According to the Swiss embassy in Cairo, 14 European diplomats visited the EIPR in November for a meeting on the status of civil society in the country.

The EIPR denounced Basheer's detention as "the latest episode in the ongoing crackdown that aims to intimidate and scare legal and human rights professionals as well as social and political activists".

“This cannot be seen outside of the general authoritarian and repressive context, which is dealing one blow after another to the most basic of rights and freedoms guaranteed by the Egyptian constitution and international norms and agreements,” it said. 

Basheer was charged with: “Joining a terrorist organisation with knowledge of its purposes"; "using a personal account on the internet to spread false information that undermines public security"; "committing one of the crimes of funding terrorism"; and "broadcasting false news and statements that undermines public security and harming national interest”, the statement added.

'This cannot be seen outside of the general authoritarian and repressive context, which is dealing one blow after another to the most basic of rights and freedoms guaranteed by the Egyptian constitution and international norms and agreements'

- Egyptian Initiative for Personal Rights

No evidence was cited by the prosecution to support the charges. It decided to hold Basheer for 15 days pending investigations into the charges in case no 855/2020, where several other human rights advocates are being tried, including lawyers Mohammed el-Baqer and Mahinour el-Masry. The case also includes journalist Islam Mohamed and political science professor Hazem Hosny.

The interior ministry has yet to comment on Basheer’s arrest, which comes days after the government’s release of hundreds of political prisoners held in pre-trial detention since last year on similar charges.

Egyptian authorities are accused of detaining more than 60,000 political prisoners since President Abdel Fattah el-Sisi ousted his democratically elected predecessor Mohamed Morsi in a 2013 military coup. 

Many of those detained include government critics and civil society workers, who have been increasingly targeted since a controversial NGO law was ratified by Sisi in 2017. The law was criticised by civil society activists as “the worst in history”. 

EIPR has been among the victims of the Sisi government's crackdown on rights organisations.
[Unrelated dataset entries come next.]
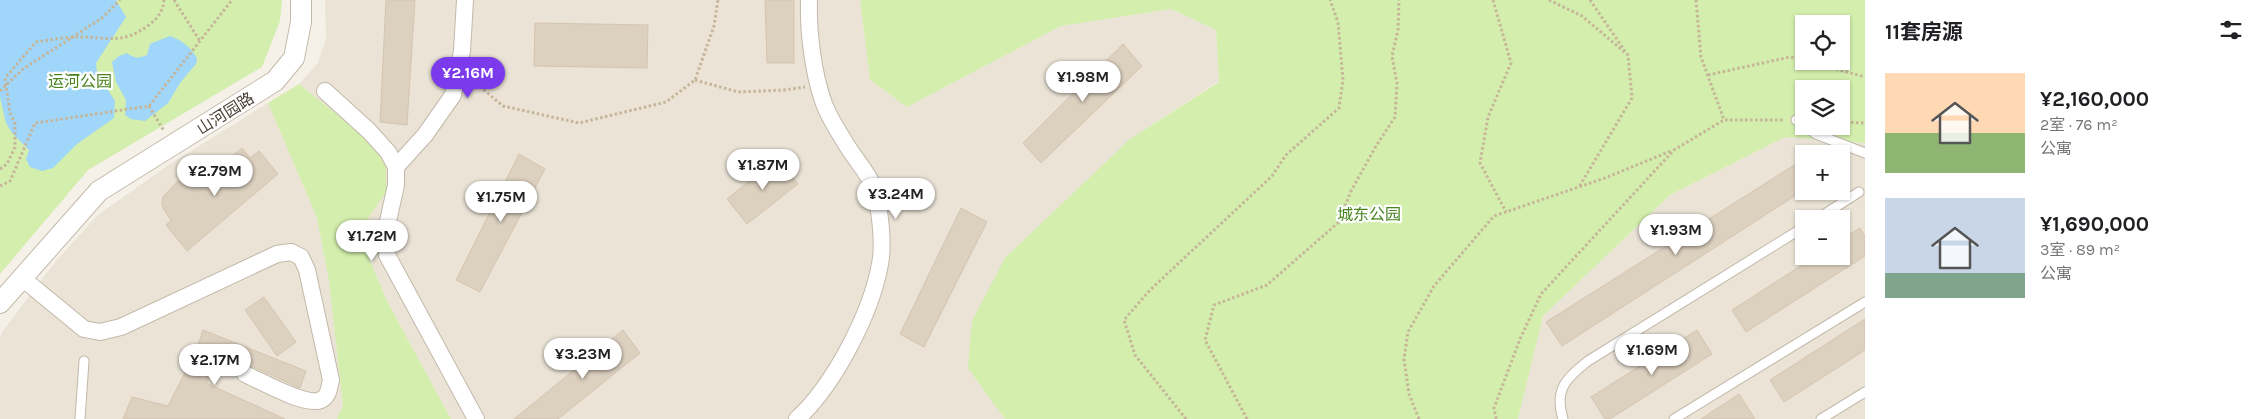 <!DOCTYPE html>
<html lang="zh">
<meta charset="utf-8">
<style>
body{margin:0;font-family:Karla,"Noto Sans SC",sans-serif;background:#f2f2f2;color:#202124;height:100vh;display:flex;flex-direction:column;font-size:19px;white-space:nowrap}
*{box-sizing:border-box;margin:0}
p{font-size:16px;color:#757577}
.icon{flex:none;width:28px;height:28px;fill:none;stroke:currentColor;stroke-width:2;stroke-linecap:round;stroke-linejoin:round}
.map{position:relative;flex:1;overflow:hidden}
.drawer{display:flex;flex-direction:column;background:#fff;width:400px}
.drawer>*{flex:none}
.controls{position:absolute;left:1795px;top:15px;display:grid;gap:10px}
.controls a{display:grid;place-items:center;width:55px;height:55px;border-radius:0px;background:#fff;box-shadow:0 1px 4px #0004;font-size:25px}
.price{position:absolute;translate:-50% -42px;padding:0 11px;border-radius:18px;background:#fff;color:#222;font-size:16px;line-height:32px;filter:drop-shadow(0 1px 2px #0008)}
.price::after{content:'';position:absolute;left:50%;top:30px;width:15px;height:11px;margin-left:-8px;background:inherit;clip-path:polygon(0 0,100% 0,50% 100%)}
.price.on{background:#7c3aed;color:#fff}
ul{padding:0;list-style:none}
li{display:flex;align-items:center;gap:15px;height:125px;padding:0 20px}
li span{display:grid;place-items:center;flex:none;width:140px;height:100px;border-radius:0px;color:#555}
li>.icon{margin-inline-start:auto}
span .icon{width:60px;height:60px;fill:#fffc;stroke-width:1}
li b{font-size:21px}
h2{display:flex;justify-content:space-between;align-items:center;height:60px;padding:0 20px;font-size:21px}
main{display:flex;flex:1;min-height:0}
.map>svg:first-child{display:block}
.residential{fill:#eae3d6;fill-rule:evenodd}
.green{fill:#d3eead;fill-rule:evenodd}
.water{fill:#9fd6f9}
.building{fill:#dcd0bf;stroke:#d5c5af}
.lines{fill:none;stroke-linecap:round;stroke-linejoin:round}
.service-casing{stroke:#c3b9aa;stroke-width:11}
.minor-casing{stroke:#c3b9aa;stroke-width:18}
.tertiary-casing{stroke:#c3b9aa;stroke-width:22}
.path{stroke:#c6b599;stroke-width:3;stroke-dasharray:2.5 2.5;stroke-linecap:butt}
.service{stroke:#fff;stroke-width:9}
.minor{stroke:#fff;stroke-width:16}
.tertiary{stroke:#fff;stroke-width:20}
.path-bridge{stroke:#c6b599;stroke-width:3;stroke-dasharray:2.5 2.5;stroke-linecap:butt}
.labels{text-anchor:middle;stroke-width:4.5;stroke-linejoin:round;paint-order:stroke}
.park-label{font-size:16px;fill:#498421;stroke:#fff}
.street-label{font-size:16px;fill:#4b4236;stroke:#fff}
</style>
<main>
<div class="map">
<svg width="1865" height="419" viewBox="0 0 1865 419">
<rect width="100%" height="100%" fill="#f6f1e8"/>
<!-- residential -->
<g class="residential">
<polygon points="325,0 860,0 870,80 907,107 1061,26 1171,9 1216,30 1219,81 1130,139 968,367 1005,419 451,419 387,301 362,242 367,220 386,192 365,137 299,84 317,64 326,40"/>
<polygon points="268,103 317,218 329,281 343,406 337,419 0,419 0,339 2,332 56,261 98,215 170,164"/>
<path d="M1785 137 1865 143V419H1518L1543 316 1670 195ZM1804 154H1841V191H1804ZM1804 219H1841V256H1804Z"/>
</g>
<!-- green -->
<g class="green">
<polygon points="0,0 282,0 280,21 262,67 88,170 0,274"/>
<path d="M860 0H1865V143L1785 137 1670 195 1543 316 1518 419H1005L968 368 972 321 1005 258 1130 139 1219 82 1216 30 1171 9 1061 26 907 107 870 80ZM1804 24H1841V61H1804ZM1804 89H1841V126H1804Z"/>
<polygon points="299,84 365,137 386,162 386,192 367,220 362,242 387,301 451,419 337,419 343,406 329,281 317,218 268,103"/>
</g>
<!-- water -->
<g class="water">
<polygon points="0,0 116,0 126,17 96,63 97,73 115,101 114,118 77,144 53,168 42,171 30,167 26,159 29,150 12,133 6,123 0,97"/>
<path d="M170 36C183 41 189 46 197 58L196 64 180 83 168 103 145 121 131 119 125 115 126 100 116 82 112 62 119 56 127 53C133 58 139 59 147 55L150 44Z"/>
</g>
<!-- building -->
<g class="building">
<polygon points="386,0 415,0 407,125 380,122"/>
<polygon points="765,0 794,0 794,63 767,63"/>
<polygon points="535,23 648,25 647,68 534,66"/>
<polygon points="1123,44 1142,66 1041,163 1023,143"/>
<polygon points="242,148 250,158 259,151 278,174 187,251 166,225 171,220 164,210 162,204 163,197 178,181 197,185"/>
<polygon points="519,154 545,169 480,292 456,280"/>
<polygon points="778,158 798,184 747,224 727,199"/>
<polygon points="1796,164 1804,177 1804,190 1562,346 1546,322"/>
<polygon points="961,208 987,222 924,347 900,334"/>
<polygon points="1860,228 1865,236 1865,256 1746,332 1732,310 1816,256 1841,256 1841,240"/>
<polygon points="264,297 296,342 277,356 245,310"/>
<polygon points="1865,319 1865,350 1784,402 1770,380"/>
<polygon points="203,330 306,371 300,388 249,365 244,364 238,367 218,360 206,383 285,419 123,419 132,397 168,406 196,351"/>
<polygon points="623,330 640,353 558,419 514,419"/>
<polygon points="1697,330 1712,354 1610,419 1605,419 1591,397"/>
<polygon points="1739,394 1755,419 1701,419"/>
</g>
<g class="lines">
<!-- service casing -->
<g class="service-casing">
<g id="service">
<polyline points="1796,120 1816,134 1865,153"/>
<polyline points="1817,219 1859,192"/>
<polyline points="80,419 84,361"/>
<path d="M1563 419C1554 390 1566 378 1588 361L1804 227"/>
<polyline points="1674,419 1865,302"/>
<polyline points="1821,419 1865,392"/>
</g>
</g>
<!-- minor casing -->
<g class="minor-casing">
<g id="minor">
<polyline points="325,91 369,131 388,152 396,167 396,185 385,235 387,255 476,419"/>
<polyline points="396,167 425,135 453,95 462,51 465,0"/>
<path d="M22 278 84 329 100 332 121 327 277 254 291 252 301 257 307 270 331 380C329 388 329 396 321 400 306 407 261 381 245 374"/>
<path d="M797 419C834 385 871 314 880 264 884 245 880 204 873 186 867 171 854 158 846 144 838 131 828 116 823 101 813 72 808 31 809 0"/>
</g>
</g>
<!-- tertiary casing -->
<g class="tertiary-casing">
<polyline id="tertiary" points="0,303 99,191 275,81 294,58 301,22 301,0"/>
</g>
<!-- path -->
<g class="path">
<polyline points="174,0 200,41"/>
<polyline points="1493,0 1511,63 1488,117 1480,163 1506,212"/>
<polyline points="1549,0 1582,16 1628,55 1632,98 1579,187"/>
<polyline points="1590,0 1625,51"/>
<polyline points="1696,0 1701,57 1724,120"/>
<polyline points="1807,61 1865,77"/>
<polyline points="1708,75 1790,57 1804,60"/>
<polyline points="472,80 503,106 579,123 666,102 695,80 714,26 718,0"/>
<polyline points="695,80 738,92 784,90 805,87"/>
<polyline points="0,91 23,69 102,18 120,0"/>
<polyline points="149,106 164,131"/>
<polyline points="1841,122 1865,123"/>
<polyline points="0,186 10,181 35,123 149,106 232,0"/>
<polyline points="1186,419 1135,355 1124,320 1150,290 1272,176 1286,155 1339,108 1343,80 1338,22 1330,0"/>
<polyline points="1247,419 1205,340 1214,305 1267,285 1339,222 1351,191 1376,146 1395,117 1397,83 1392,56 1398,30 1399,0"/>
<polyline points="1419,419 1409,394 1404,359 1408,332 1434,286 1494,216 1605,178 1671,151"/>
<polyline points="1496,419 1494,408 1520,339 1541,294 1674,150 1724,120 1784,120"/>
</g>
<!-- service -->
<use href="#service" class="service"/>
<!-- minor -->
<use href="#minor" class="minor"/>
<!-- tertiary -->
<use href="#tertiary" class="tertiary"/>
<!-- path-bridge -->
<path class="path-bridge" d="M0 169 7 164 15 147V124L10 113 5 78 36 42C50 40 65 37 79 37 109 37 122 45 149 25 158 18 163 11 164 0"/>
</g>
<g class="labels">
<!-- park labels -->
<g class="park-label">
<text x="80" y="87">运河公园</text>
<text x="1369" y="220">城东公园</text>
</g>
<!-- street labels -->
<g class="street-label">
<text transform="translate(225 113) rotate(-32)" y="6">山河园路</text>
</g>
</g>
</svg>
<div class="controls">
<a><svg class="icon" aria-label="locate" viewBox="0 0 24 24"><circle cx="12" cy="12" r="6"/><path d="M12 2v4M12 18v4M2 12h4M18 12h4"/></svg></a>
<a><svg class="icon" aria-label="layers" viewBox="0 0 24 24"><path d="M12 4l9 5-9 5-9-5zM3 14l9 5 9-5"/></svg></a>
<a>+</a>
<a>−</a>
</div>
<b class="price on" style="left:468px;top:99px">¥2.16M</b>
<b class="price" style="left:1083px;top:103px">¥1.98M</b>
<b class="price" style="left:763px;top:191px">¥1.87M</b>
<b class="price" style="left:215px;top:197px">¥2.79M</b>
<b class="price" style="left:896px;top:220px">¥3.24M</b>
<b class="price" style="left:501px;top:223px">¥1.75M</b>
<b class="price" style="left:1676px;top:256px">¥1.93M</b>
<b class="price" style="left:372px;top:262px">¥1.72M</b>
<b class="price" style="left:1652px;top:376px">¥1.69M</b>
<b class="price" style="left:583px;top:380px">¥3.23M</b>
<b class="price" style="left:215px;top:386px">¥2.17M</b>
</div>
<section class="drawer">
<h2>11套房源<svg class="icon" aria-label="filters" viewBox="0 0 24 24"><path d="M4 7h16M4 17h16"/><circle cx="9" cy="7" r="2"/><circle cx="15" cy="17" r="2"/></svg></h2>
<ul>
<li><span style="background:linear-gradient(#ffd9b3 60%,#8fb573 0)"><svg class="icon" aria-label="home" viewBox="0 0 24 24"><path d="M3 11l9-7 9 7M6 9v11h12V9"/></svg></span><div><b>¥2,160,000</b><p>2室 · 76 m²</p><p>公寓</p></div></li>
<li><span style="background:linear-gradient(#c9d6e8 75%,#7fa58c 0)"><svg class="icon" aria-label="home" viewBox="0 0 24 24"><path d="M3 11l9-7 9 7M6 9v11h12V9"/></svg></span><div><b>¥1,690,000</b><p>3室 · 89 m²</p><p>公寓</p></div></li>
</ul>
</section>
</main> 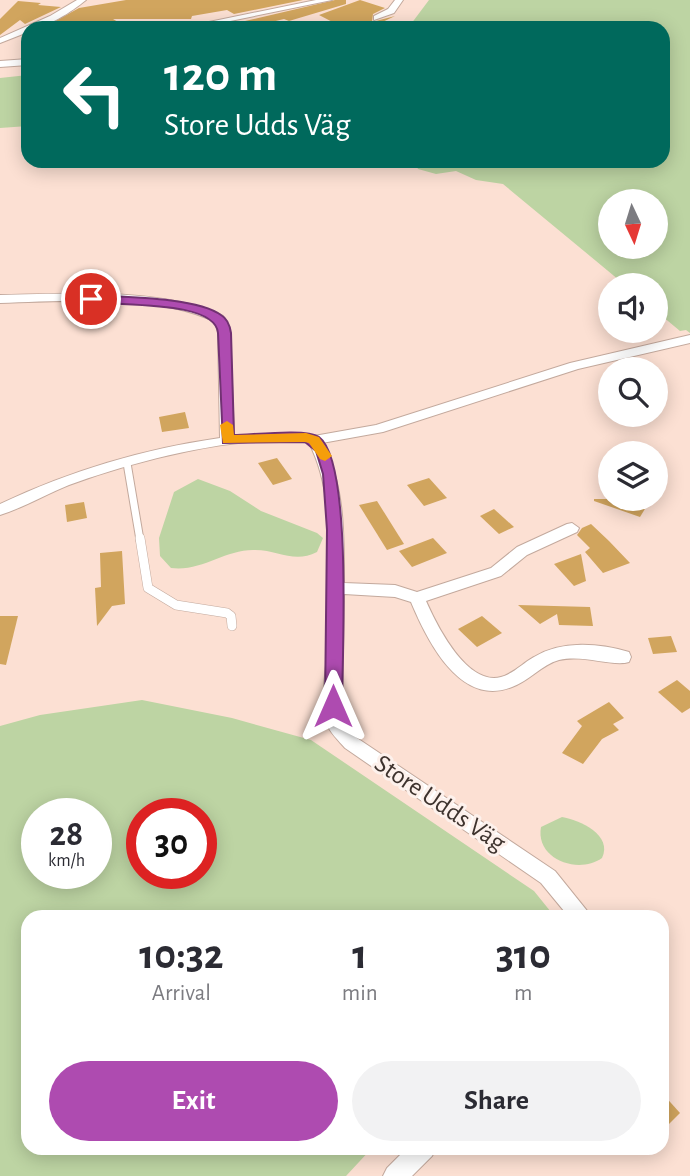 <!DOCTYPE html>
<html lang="en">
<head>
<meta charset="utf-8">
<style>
  :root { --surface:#fff; --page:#f2f2f3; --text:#2b2b33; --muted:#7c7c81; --accent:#ae4bb0 }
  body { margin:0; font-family:"Alegreya Sans",sans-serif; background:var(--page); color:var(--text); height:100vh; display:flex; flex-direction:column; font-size:26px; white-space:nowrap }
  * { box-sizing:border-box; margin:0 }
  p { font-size:23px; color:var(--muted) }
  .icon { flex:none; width:38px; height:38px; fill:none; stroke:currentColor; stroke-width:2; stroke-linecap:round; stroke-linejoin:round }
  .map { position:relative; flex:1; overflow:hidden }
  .sheet { position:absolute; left:21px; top:910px; width:648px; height:245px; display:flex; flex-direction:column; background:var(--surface); border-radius:21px; box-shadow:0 4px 18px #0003 }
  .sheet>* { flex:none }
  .guide { position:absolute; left:21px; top:21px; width:649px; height:147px; border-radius:21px; box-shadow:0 4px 18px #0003; background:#00695c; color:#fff; overflow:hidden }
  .needle { width:46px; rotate:176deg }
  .buttons { position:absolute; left:598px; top:189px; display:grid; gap:14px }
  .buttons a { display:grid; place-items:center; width:70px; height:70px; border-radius:50%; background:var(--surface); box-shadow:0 4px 18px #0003; font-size:35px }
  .speed { position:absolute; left:21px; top:798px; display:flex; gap:14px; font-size:35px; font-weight:700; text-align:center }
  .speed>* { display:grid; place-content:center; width:91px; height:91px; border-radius:50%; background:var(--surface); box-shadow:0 4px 18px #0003; line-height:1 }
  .speed small { font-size:18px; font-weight:400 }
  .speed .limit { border:10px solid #d22; background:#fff; color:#111 }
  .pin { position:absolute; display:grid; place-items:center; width:60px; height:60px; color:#fff; margin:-30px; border:4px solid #fff; border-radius:50%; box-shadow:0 2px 7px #0007 }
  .me { position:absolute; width:77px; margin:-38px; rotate:0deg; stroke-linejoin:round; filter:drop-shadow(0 0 5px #0008) }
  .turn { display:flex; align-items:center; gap:24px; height:147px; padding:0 28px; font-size:32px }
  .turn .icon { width:91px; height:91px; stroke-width:2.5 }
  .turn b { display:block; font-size:49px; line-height:60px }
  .eta { display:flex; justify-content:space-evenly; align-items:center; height:119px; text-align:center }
  .eta b { font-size:42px; font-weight:600; line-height:49px }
  .cta { display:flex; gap:14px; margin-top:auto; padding:14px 28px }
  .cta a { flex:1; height:80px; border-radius:42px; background:var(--accent); color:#fff; font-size:28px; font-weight:600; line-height:80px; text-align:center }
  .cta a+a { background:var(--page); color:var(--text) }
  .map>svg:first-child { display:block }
  .green { fill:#bdd4a3; fill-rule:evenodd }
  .building { fill:#d1a55e }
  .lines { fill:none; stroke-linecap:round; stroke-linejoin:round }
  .lane-far1-casing { stroke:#c3a99d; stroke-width:9 }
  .lane-casing { stroke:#c3a99d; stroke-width:10 }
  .street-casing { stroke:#c3a99d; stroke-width:2 }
  .lane-far1 { stroke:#fff; stroke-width:7 }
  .lane { stroke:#fff; stroke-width:9 }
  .street { fill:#fff; fill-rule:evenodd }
  .route { fill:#ae4bb0; stroke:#713172; stroke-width:2 }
  .slow { fill:#f59e0b }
  .labels { text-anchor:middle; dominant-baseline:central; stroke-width:6; stroke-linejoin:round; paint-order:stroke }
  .street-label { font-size:26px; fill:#3e332e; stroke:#fdf1ec }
</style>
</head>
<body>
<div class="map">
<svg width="690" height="1176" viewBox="0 0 690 1176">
  <rect width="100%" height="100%" fill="#fce0d3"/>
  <g class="green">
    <path d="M429,0h261v333l-4,-3 -6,1 -24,-20v-26h-31l-122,-101 -27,-4 -20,-9 -20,3 -18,-5 -4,-8h249v-133h-255zM611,201h45v46h-45z"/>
    <polygon points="28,75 28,126 0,128 0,78"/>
    <path d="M198,479l32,12 31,20 56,22 6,5 -6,14c-23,12 -38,-2 -62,-2 -30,-1 -53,22 -84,18l-11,-12 -1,-18 15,-46z"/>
    <path d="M142,700l90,18 79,22 223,151 21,26h-527v231h344l-26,28h-346v-450l40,-11zM37,814h59v59h-59zM142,814h59v59h-59z"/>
    <path d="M562,817c18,3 51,18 40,41 -24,17 -67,1 -61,-31z"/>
  </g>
  <g class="building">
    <polygon points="126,0 303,0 234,14 227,10 192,16 191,19 113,19 128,28 43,28 79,8"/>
    <polygon points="335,0 346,0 346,4 289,21 284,19 255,26 245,21"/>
    <polygon points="360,0 385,8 373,14 372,22 395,16 370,28 344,28 319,15"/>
    <polygon points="18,1 41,3 38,5 61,7 25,24 20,20 0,35 0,19"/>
    <polygon points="185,412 189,428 162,432 159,417"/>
    <polygon points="277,458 292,479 273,485 258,463"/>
    <polygon points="429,478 447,498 424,506 407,485"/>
    <polygon points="594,499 651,499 640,517 594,501"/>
    <polygon points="377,501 404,544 387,550 359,505"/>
    <polygon points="84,502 87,518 67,522 65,505"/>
    <polygon points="494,509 514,527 499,534 480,516"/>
    <polygon points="591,524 609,541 630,563 603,573 585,552 590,548 577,535 582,528"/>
    <polygon points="433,538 447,553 412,567 399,551"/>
    <polygon points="122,551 125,604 112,606 97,626 95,588 101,587 100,553"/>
    <polygon points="581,554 586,581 574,586 554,564"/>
    <polygon points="518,605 590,607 593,626 559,625 557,614 540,624"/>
    <polygon points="0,616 18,616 6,665 0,664"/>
    <polygon points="482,616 502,633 477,647 458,629"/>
    <polygon points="671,636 677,652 653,654 648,638"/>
    <polygon points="677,680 690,691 690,708 682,713 658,692"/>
    <polygon points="609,702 624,718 613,724 619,730 602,739 583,764 562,753 582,726 577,721"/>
    <polygon points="662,1093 680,1113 662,1131"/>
  </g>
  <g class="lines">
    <defs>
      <polyline id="lane-far1" points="127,463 140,540"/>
      <polyline id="lane" points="140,538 148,588 176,605 227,613 231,616 232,626"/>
      <g id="street">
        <path d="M77,0h9c-15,12 -38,28 -58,28v4l-28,11v-5l50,-22z"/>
        <polygon points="316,0 332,0 196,28 180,28"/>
        <polygon points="395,0 403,0 394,13 374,20 374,16 388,9"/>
        <polygon points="28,59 28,65 0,67 0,61"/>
        <path d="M0,295c66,-1 164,-8 223,21l7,15 4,105 54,-3 26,3 62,-11 194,-62 120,-28v8l-112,26 -195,63 -61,11c23,41 22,93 22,140l51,2 22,7 74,-24 26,-21 50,-23 5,-1 7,5 -2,4 -50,23 -26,21 -75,25c11,25 41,85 75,76 12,-3 22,-14 33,-20 28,-17 65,-14 95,-5l2,5 -2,5c-16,5 -46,-8 -70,-2 -18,5 -30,21 -47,27 -52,21 -85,-47 -101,-85l-16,-5 -51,-3 -2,112 2,15 13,17 198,133 37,46h-23l-28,-34 -196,-135c-6,-7 -16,-16 -19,-26 -6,-21 0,-47 1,-69 2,-63 12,-153 -18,-210 -67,-11 -178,19 -240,42 -23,9 -46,23 -69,30v-11c70,-33 143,-55 220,-66l-2,-107 -3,-9c-55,-28 -153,-21 -215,-19z"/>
        <polygon points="407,1148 436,1148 432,1156 412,1176 383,1176 387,1168"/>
      </g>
    </defs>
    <use href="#lane-far1" class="lane-far1-casing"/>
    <use href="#lane" class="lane-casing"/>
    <use href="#street" class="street-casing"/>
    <use href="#lane-far1" class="lane-far1"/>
    <use href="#lane" class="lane"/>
    <use href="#street" class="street"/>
  </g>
  <path class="route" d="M91,295c31,2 106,2 130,20 7,4 9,11 10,18l3,102c18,0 72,-7 85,2 34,25 23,223 23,269l-2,5h-13l-2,-5 2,-176 -4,-56 -7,-23 -11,-9 -82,1 -5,-110c-3,-34 -104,-26 -131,-32l-2,-2z"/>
  <polygon class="slow" points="227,421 233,425 234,435 306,433 319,437 332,456 325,461 320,459 309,443 305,442 223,443 220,425"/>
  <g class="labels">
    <g class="street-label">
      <text transform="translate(440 803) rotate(34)">Store Udds Väg</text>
    </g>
  </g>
</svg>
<div class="buttons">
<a><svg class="needle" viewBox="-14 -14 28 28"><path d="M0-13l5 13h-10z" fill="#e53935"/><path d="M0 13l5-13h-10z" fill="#7c7c81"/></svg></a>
<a><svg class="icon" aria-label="sound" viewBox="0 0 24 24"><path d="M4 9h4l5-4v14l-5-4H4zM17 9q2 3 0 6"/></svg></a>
<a><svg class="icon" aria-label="search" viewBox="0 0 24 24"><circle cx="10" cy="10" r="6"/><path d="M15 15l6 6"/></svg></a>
<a><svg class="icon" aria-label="layers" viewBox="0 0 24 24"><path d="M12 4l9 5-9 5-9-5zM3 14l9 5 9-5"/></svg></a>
</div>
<div class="speed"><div>28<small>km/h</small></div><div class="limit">30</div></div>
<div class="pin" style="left:91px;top:299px;background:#d93025"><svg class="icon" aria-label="arrive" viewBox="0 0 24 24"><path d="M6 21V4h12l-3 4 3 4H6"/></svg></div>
<svg class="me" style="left:333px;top:706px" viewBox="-20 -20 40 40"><path d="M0-17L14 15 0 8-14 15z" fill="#ae4bb0" stroke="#fff" stroke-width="4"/></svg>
<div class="guide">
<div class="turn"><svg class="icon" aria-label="left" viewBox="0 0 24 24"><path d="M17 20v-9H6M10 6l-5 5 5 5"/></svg><div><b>120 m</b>Store Udds Väg</div></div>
</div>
<section class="sheet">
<div class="eta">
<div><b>10:32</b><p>Arrival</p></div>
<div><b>1</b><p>min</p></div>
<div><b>310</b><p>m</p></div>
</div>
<div class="cta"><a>Exit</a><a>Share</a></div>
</section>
</div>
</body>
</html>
In 2016, its founder Hossam Bahgat was banned from travel and had his financial assets frozen over his work. In February, Patrick George Zaky, a researcher for EIPR, was detained, tortured, and later faced charges of "calling for protests without permission," "spreading false news," and "inciting violence and terrorism".

Sisi has denied holding political prisoners in the country, while Foreign Minister Sameh Shoukry said last week at a press conference alongside his French counterpart Jean-Yves Le Drian that "there is no arbitrary detention, there is only detention according to the law" in Egypt.

Last month, over 200 European lawmakers sent a letter to Sisi, publicly denouncing his government’s continued human rights abuses as a threat to the country's security and stability.

The letter urged Sisi to release human rights defenders who are held in pre-trial detention, particularly with the health risks associated with the Covid-19 pandemic.